START Provided information

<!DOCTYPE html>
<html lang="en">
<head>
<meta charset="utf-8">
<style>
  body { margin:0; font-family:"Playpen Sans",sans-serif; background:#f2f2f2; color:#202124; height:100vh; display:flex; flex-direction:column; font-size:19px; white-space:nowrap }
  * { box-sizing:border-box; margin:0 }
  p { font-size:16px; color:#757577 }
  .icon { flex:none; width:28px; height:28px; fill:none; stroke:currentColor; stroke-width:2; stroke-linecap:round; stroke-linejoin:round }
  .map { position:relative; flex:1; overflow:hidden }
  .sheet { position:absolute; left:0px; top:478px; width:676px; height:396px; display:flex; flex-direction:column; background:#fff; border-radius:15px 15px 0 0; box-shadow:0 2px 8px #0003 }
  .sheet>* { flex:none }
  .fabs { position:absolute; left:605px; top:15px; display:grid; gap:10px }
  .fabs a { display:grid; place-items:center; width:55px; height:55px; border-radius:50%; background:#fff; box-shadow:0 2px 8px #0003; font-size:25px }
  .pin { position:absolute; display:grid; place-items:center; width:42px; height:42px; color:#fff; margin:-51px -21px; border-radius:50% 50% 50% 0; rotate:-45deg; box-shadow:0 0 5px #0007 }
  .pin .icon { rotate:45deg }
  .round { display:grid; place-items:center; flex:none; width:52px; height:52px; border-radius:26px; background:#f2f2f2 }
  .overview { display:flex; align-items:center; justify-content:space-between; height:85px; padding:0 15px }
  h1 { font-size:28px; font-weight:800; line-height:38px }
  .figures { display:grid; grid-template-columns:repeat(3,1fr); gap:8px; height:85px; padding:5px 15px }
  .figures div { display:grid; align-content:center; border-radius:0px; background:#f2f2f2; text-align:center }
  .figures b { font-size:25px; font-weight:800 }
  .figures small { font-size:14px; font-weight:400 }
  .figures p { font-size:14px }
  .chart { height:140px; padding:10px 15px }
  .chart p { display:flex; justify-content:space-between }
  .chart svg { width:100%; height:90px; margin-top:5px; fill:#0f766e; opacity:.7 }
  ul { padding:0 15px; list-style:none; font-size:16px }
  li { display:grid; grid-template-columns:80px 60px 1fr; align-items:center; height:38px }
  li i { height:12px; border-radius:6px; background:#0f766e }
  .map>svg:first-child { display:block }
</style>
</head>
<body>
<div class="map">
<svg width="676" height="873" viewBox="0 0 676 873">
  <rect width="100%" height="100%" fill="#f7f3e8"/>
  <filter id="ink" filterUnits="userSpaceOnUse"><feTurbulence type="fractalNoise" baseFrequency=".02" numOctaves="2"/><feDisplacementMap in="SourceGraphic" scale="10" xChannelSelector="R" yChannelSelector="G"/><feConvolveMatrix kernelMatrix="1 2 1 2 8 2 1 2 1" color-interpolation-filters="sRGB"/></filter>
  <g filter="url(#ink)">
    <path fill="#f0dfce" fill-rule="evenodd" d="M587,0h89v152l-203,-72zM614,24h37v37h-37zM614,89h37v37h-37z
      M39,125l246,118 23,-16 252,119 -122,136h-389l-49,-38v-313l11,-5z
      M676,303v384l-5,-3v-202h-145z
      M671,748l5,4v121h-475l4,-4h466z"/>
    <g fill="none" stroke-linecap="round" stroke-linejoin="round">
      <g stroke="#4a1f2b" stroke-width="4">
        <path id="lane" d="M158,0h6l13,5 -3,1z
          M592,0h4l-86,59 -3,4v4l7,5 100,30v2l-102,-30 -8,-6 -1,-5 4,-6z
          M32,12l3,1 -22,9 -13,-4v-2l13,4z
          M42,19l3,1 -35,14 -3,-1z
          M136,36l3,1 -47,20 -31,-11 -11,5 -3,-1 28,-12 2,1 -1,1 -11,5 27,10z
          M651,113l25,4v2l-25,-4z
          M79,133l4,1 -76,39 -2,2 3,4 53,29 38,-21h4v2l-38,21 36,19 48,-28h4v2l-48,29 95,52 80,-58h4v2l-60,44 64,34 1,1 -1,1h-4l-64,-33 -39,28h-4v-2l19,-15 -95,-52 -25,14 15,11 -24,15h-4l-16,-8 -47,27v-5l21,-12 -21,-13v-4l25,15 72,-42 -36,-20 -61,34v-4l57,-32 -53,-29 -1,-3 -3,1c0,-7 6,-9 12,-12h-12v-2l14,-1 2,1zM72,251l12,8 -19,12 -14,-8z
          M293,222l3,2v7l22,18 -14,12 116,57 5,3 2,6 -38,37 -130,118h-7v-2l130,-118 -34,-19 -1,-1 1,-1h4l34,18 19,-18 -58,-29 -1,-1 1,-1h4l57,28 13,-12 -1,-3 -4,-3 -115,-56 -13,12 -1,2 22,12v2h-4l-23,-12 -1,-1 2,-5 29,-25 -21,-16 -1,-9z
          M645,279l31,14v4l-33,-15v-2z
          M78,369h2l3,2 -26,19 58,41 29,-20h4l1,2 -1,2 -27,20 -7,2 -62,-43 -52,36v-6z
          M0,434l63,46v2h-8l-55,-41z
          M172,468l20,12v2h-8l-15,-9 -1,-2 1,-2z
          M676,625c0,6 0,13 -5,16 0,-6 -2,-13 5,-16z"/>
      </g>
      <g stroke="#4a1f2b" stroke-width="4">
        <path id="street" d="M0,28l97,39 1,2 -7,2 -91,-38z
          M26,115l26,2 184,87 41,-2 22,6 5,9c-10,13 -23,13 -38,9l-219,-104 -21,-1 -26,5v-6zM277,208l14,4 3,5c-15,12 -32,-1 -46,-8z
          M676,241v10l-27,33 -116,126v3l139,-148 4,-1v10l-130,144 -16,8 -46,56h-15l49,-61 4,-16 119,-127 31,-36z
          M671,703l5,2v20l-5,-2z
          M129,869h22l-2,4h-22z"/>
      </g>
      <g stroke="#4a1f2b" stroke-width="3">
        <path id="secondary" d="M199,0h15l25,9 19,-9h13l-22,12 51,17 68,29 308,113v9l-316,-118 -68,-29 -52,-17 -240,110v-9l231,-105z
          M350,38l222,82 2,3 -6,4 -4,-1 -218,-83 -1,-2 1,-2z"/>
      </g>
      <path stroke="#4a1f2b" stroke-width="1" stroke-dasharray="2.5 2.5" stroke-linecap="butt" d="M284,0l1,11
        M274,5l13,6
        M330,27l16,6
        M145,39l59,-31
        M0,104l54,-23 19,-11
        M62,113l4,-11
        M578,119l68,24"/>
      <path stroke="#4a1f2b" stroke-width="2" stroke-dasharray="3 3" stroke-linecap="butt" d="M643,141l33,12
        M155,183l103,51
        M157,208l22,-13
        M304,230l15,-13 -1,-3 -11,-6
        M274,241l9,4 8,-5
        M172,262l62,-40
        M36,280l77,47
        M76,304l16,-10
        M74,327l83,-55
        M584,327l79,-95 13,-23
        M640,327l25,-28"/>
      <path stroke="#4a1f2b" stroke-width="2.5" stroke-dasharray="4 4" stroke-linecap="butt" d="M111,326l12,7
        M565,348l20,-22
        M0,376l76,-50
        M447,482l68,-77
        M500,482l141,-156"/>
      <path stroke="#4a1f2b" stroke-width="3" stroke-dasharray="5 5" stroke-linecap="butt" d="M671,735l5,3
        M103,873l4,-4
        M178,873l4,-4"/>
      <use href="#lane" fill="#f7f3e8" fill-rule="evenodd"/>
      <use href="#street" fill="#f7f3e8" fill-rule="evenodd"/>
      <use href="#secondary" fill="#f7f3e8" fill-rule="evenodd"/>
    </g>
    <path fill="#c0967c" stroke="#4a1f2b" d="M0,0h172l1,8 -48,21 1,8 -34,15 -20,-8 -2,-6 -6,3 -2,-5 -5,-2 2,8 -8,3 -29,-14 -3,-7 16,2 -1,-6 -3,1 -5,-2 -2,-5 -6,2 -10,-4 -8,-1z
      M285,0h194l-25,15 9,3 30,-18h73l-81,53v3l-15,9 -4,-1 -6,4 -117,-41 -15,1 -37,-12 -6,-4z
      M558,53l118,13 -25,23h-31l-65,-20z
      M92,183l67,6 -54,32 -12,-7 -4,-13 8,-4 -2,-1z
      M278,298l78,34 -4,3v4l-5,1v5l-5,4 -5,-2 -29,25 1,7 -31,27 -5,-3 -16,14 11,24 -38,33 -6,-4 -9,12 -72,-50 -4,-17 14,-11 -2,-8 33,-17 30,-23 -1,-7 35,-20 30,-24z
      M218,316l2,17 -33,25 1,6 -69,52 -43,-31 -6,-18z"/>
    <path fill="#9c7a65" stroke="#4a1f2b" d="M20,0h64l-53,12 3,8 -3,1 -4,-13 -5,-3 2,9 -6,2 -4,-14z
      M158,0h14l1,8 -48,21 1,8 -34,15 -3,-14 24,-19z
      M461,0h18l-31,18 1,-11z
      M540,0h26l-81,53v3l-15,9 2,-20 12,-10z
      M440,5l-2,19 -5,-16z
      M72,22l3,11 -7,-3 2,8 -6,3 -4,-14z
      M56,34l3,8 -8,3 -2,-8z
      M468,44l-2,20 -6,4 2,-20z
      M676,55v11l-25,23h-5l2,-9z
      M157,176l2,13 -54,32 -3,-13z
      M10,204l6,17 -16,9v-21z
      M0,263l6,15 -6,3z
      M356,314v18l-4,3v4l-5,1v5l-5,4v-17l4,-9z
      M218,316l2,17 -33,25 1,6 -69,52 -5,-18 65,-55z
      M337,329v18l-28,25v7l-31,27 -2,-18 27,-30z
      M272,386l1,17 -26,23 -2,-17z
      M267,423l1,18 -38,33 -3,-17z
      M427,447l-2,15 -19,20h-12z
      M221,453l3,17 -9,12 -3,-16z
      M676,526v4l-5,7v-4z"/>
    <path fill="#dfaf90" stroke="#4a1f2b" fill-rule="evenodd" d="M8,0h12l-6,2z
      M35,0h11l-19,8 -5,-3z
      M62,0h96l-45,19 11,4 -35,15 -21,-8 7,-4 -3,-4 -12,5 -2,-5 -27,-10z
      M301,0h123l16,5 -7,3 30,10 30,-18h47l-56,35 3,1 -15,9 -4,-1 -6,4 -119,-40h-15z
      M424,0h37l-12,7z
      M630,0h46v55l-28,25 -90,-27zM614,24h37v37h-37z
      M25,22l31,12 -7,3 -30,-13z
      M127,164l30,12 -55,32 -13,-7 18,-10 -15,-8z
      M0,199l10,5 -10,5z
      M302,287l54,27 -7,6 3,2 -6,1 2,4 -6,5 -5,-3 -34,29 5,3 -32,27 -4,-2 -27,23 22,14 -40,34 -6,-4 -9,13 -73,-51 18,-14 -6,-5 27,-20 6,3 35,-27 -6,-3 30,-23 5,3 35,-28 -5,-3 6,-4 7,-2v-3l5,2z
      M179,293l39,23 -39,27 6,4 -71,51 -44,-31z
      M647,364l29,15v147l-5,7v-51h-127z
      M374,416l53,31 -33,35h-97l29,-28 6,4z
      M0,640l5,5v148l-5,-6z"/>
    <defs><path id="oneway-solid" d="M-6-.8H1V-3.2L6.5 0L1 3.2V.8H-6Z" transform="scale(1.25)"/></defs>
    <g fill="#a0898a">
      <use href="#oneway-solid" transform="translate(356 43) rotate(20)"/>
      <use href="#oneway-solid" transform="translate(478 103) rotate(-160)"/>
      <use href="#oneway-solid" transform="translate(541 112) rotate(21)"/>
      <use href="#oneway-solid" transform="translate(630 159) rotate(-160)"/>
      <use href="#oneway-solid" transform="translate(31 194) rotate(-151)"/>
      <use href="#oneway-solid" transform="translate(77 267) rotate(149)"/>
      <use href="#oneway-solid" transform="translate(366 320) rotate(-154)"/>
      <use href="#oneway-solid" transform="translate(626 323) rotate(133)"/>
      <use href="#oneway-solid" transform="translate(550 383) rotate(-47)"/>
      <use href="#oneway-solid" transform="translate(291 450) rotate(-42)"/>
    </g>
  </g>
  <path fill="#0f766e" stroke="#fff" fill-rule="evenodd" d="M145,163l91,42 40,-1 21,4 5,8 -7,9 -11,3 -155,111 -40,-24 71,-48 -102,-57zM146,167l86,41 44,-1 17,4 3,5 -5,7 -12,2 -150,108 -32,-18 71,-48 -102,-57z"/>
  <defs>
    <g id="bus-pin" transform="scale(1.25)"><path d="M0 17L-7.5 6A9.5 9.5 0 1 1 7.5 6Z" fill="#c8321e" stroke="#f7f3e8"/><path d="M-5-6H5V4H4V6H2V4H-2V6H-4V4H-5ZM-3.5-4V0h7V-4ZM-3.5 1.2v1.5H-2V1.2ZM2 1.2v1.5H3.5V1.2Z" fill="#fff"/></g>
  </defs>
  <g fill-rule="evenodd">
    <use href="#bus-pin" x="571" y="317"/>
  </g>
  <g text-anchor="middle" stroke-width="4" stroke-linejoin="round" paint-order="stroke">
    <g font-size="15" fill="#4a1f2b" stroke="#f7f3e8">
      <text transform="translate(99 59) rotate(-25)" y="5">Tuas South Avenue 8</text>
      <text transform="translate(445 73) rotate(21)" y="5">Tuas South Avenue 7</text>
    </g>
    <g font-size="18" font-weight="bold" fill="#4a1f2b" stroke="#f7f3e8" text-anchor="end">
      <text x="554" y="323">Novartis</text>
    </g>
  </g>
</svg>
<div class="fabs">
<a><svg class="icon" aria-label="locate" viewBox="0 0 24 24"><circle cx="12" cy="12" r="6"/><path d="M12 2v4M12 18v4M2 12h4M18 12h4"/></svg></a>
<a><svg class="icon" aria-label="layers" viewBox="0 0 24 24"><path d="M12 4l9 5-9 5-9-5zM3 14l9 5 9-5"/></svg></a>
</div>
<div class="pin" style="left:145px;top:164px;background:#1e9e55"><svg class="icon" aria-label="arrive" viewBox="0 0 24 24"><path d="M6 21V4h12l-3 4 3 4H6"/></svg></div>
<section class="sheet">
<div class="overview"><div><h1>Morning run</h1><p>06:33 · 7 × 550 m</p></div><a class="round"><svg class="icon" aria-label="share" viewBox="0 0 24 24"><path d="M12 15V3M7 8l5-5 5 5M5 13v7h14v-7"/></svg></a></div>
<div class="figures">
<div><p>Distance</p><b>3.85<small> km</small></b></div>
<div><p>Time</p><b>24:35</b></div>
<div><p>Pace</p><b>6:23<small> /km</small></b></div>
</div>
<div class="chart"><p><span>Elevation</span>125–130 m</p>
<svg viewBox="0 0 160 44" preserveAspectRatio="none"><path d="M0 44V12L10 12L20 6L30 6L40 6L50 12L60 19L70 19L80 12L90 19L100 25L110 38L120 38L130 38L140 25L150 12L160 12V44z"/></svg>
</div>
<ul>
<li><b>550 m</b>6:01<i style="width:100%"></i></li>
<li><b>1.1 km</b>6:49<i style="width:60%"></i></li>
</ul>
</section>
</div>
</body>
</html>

END Provided information
START Provided information

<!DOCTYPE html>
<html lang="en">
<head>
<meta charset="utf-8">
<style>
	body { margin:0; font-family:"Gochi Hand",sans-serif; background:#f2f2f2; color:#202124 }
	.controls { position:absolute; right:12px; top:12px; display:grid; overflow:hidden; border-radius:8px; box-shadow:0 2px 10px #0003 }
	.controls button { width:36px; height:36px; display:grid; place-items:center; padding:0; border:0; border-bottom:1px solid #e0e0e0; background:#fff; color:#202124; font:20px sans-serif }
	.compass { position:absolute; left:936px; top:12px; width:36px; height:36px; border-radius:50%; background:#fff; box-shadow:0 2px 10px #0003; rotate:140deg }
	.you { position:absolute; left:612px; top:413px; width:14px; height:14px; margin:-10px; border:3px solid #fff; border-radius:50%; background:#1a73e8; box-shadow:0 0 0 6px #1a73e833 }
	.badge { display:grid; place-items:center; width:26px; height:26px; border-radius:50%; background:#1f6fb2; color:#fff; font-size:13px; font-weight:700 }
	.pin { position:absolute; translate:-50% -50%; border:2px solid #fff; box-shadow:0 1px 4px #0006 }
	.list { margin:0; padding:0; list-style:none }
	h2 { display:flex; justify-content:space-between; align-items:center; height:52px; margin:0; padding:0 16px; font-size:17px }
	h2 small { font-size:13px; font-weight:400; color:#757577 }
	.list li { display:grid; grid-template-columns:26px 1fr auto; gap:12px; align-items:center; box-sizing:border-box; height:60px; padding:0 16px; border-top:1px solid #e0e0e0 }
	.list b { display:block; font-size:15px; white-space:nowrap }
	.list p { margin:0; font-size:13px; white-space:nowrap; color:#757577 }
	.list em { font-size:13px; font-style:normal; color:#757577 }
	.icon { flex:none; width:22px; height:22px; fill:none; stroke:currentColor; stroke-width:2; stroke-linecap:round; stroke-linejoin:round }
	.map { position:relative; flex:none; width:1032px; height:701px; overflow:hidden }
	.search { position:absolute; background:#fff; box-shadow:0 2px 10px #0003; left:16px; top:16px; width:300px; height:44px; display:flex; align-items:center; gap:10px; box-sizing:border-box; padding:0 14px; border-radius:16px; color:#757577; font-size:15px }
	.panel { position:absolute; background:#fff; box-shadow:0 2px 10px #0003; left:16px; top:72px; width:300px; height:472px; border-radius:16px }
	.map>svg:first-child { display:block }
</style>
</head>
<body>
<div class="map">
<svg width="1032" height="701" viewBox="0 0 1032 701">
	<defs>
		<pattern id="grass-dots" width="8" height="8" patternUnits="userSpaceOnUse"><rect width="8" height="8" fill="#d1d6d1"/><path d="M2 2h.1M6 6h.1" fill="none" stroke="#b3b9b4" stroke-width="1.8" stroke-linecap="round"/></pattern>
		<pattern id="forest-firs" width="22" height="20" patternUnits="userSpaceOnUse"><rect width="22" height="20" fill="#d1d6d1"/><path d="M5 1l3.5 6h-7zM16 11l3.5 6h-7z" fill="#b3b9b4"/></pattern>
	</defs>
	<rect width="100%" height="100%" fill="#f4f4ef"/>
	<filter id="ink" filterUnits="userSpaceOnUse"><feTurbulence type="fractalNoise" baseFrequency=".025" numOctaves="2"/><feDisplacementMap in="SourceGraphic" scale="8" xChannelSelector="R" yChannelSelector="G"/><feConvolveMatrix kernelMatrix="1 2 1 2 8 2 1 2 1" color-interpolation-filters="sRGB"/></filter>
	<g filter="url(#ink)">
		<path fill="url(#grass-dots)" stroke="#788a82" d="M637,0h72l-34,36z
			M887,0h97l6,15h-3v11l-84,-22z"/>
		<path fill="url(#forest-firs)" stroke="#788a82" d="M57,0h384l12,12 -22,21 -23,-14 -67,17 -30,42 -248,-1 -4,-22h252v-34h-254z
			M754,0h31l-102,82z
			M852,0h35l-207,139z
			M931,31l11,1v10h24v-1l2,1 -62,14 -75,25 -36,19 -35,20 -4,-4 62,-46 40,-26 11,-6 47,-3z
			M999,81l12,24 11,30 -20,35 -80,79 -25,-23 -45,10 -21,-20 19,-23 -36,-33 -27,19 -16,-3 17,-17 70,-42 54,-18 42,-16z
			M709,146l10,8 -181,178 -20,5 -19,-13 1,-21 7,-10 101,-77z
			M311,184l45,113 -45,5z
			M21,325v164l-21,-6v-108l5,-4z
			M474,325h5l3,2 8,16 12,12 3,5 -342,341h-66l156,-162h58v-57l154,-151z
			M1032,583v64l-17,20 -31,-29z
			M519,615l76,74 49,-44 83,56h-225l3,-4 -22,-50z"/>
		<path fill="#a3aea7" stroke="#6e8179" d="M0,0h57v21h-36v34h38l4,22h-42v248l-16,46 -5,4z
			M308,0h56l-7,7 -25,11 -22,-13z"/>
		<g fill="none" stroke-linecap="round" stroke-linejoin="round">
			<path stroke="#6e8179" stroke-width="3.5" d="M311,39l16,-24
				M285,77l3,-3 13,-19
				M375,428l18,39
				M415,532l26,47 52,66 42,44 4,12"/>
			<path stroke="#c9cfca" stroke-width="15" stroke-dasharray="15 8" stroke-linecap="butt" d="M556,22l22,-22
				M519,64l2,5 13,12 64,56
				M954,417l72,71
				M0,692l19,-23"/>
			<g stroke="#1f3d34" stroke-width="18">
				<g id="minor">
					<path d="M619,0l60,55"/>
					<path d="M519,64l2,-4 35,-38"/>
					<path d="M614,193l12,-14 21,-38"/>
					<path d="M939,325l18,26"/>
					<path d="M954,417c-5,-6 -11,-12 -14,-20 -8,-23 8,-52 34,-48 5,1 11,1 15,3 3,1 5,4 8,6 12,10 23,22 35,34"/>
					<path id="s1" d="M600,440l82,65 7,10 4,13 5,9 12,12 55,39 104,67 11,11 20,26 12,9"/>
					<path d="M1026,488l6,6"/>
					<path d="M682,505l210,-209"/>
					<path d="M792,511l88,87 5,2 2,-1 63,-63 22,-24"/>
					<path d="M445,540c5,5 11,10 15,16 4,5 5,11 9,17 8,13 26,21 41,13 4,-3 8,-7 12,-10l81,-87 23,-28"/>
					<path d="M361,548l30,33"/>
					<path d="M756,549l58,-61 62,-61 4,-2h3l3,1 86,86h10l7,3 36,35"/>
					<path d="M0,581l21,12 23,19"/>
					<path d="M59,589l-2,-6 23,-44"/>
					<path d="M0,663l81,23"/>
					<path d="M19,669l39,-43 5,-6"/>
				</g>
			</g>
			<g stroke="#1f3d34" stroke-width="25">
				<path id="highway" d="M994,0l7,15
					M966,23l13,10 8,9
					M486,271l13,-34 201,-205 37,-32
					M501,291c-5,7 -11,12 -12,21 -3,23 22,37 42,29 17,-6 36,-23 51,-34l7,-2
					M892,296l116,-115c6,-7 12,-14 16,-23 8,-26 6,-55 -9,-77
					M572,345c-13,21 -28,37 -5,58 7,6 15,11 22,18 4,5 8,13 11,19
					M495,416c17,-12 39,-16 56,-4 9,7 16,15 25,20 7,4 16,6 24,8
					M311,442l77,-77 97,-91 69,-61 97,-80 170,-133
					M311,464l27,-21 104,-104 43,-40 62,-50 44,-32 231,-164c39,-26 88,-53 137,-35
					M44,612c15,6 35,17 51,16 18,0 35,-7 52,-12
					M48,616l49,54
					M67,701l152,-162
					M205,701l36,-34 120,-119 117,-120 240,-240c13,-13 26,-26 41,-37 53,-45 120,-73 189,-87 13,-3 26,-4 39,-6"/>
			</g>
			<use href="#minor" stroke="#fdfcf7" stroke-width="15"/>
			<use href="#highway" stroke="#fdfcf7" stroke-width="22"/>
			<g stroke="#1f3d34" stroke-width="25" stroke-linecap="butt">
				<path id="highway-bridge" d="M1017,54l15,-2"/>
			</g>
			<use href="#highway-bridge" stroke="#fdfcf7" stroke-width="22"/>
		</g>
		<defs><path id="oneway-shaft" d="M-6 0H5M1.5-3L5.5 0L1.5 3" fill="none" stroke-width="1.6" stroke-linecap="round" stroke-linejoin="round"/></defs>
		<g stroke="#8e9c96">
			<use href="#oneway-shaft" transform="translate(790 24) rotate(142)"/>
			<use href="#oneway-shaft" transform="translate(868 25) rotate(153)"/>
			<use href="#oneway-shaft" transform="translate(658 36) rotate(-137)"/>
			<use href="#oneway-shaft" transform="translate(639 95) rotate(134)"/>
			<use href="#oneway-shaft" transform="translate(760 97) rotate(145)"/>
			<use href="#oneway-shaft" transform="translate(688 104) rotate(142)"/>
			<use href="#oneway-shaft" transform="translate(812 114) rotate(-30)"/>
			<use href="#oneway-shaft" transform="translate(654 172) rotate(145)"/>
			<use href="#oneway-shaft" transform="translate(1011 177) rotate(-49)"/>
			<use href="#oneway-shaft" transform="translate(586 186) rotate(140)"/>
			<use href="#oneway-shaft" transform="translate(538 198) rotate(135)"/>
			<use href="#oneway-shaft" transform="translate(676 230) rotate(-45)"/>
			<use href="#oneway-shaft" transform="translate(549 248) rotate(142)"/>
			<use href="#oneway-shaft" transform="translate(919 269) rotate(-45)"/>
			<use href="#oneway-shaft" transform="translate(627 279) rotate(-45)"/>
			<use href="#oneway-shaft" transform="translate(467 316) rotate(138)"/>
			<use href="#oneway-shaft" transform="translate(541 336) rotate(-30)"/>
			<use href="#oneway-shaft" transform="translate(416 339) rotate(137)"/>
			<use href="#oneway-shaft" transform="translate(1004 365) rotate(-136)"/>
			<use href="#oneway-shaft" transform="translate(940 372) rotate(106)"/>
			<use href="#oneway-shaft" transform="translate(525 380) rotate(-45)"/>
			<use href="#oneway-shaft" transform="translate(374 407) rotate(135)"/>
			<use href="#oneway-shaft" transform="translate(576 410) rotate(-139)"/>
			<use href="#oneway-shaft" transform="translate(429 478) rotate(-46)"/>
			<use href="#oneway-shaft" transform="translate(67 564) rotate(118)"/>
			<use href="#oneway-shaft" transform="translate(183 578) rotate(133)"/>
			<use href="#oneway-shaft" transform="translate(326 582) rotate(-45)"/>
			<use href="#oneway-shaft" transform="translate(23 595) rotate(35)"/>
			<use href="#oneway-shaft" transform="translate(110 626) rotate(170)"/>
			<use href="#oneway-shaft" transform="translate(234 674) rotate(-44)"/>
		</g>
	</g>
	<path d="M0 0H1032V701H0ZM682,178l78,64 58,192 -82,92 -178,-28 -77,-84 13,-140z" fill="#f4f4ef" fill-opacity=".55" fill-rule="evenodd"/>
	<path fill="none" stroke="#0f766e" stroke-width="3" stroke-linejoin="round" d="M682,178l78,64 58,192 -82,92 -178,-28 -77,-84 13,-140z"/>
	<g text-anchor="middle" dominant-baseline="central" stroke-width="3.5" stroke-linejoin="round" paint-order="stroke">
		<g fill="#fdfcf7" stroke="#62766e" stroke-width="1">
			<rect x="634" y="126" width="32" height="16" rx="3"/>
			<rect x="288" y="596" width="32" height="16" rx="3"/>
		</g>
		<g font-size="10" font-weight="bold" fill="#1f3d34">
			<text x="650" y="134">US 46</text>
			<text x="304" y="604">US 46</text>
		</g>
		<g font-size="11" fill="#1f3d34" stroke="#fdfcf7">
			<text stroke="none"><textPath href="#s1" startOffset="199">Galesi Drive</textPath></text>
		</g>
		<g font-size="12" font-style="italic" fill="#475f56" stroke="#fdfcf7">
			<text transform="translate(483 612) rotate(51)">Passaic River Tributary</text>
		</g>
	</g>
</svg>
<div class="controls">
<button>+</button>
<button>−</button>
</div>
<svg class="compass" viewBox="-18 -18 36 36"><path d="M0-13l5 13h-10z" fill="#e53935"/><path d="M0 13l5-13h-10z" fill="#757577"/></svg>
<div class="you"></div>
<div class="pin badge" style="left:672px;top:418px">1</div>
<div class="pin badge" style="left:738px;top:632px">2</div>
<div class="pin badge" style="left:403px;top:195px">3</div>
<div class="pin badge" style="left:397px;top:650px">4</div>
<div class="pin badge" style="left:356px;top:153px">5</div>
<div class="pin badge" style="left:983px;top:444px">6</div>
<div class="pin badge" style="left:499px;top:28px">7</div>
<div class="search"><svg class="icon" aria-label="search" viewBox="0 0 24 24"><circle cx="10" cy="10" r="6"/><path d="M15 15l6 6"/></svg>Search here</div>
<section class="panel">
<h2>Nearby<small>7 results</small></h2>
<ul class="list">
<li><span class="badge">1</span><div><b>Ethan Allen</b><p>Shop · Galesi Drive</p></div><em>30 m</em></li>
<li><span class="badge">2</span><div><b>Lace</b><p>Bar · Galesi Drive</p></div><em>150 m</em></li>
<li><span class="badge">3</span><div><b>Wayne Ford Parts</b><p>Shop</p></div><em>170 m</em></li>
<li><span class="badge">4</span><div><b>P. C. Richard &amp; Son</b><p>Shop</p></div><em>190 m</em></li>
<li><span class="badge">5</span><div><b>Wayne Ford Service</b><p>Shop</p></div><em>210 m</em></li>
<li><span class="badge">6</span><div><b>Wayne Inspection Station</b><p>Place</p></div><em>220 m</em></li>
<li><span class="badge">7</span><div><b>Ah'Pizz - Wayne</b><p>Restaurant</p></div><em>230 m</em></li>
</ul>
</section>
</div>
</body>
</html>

END Provided information

If a line above includes the word "Galesi", count it; then give the final number by itself.

3